In June I wrote a piece entitled “Poll: It’s How You Ask the Question.” The post described a poll in which 87 percent of Minnesotans favored no new spending in the state budget. The implication was residents favored “no new taxes.” However, a different poll showed that 63 percent of Minnesotans favored a mix of revenue increases and spending cuts to balance the budget.
The B&G report recently cited a similar scenario in which 56 percent of California voters favored the following question.
“Do you favor or oppose changing election laws so that statewide initiatives can only be placed before voters in a November general election instead of a primary election?”
Asked another way California voters opposed by 60 percent the new Governor signing the exact same bill.

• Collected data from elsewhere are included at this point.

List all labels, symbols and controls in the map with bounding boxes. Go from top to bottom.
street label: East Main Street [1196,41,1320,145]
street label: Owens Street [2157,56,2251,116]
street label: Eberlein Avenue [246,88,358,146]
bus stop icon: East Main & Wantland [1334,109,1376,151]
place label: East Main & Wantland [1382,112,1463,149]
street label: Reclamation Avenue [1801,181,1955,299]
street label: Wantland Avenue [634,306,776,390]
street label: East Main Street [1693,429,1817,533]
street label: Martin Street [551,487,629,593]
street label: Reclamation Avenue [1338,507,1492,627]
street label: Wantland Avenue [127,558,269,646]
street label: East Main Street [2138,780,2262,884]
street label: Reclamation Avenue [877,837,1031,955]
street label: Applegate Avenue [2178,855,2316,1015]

“In 2009, the Republicans and Democrats in the state legislature reached a bipartisan agreement to balance the state budget in which the Republicans agreed to support significant increases to the state’s income, sales and car taxes and the Democrats agreed to put before voters in June of 2012 an initiative limiting state spending increases and increasing the state’s rainy day fund. On the last day of the current legislative session, however, the state legislature passed a union-backed bill that would delay the public vote on the initiative until November of 2014. Do you believe Governor Jerry Brown should sign this bill delaying the initiative or veto the bill and allow voters to consider the initiative next June?”
There could be two distinct mechanisms at work. First, voters respond differently depending on how the question is asked. Asking a poll (or referendum) question is very difficult because the use of certain words and phrases can make a question very leading to the respondent. An alternative explanation could be that the default answer is “no” to questions that are complex or not clearly explained.
**If you had to read the last question four times as I did, keep in mind that the primary election is in June, the general election is November.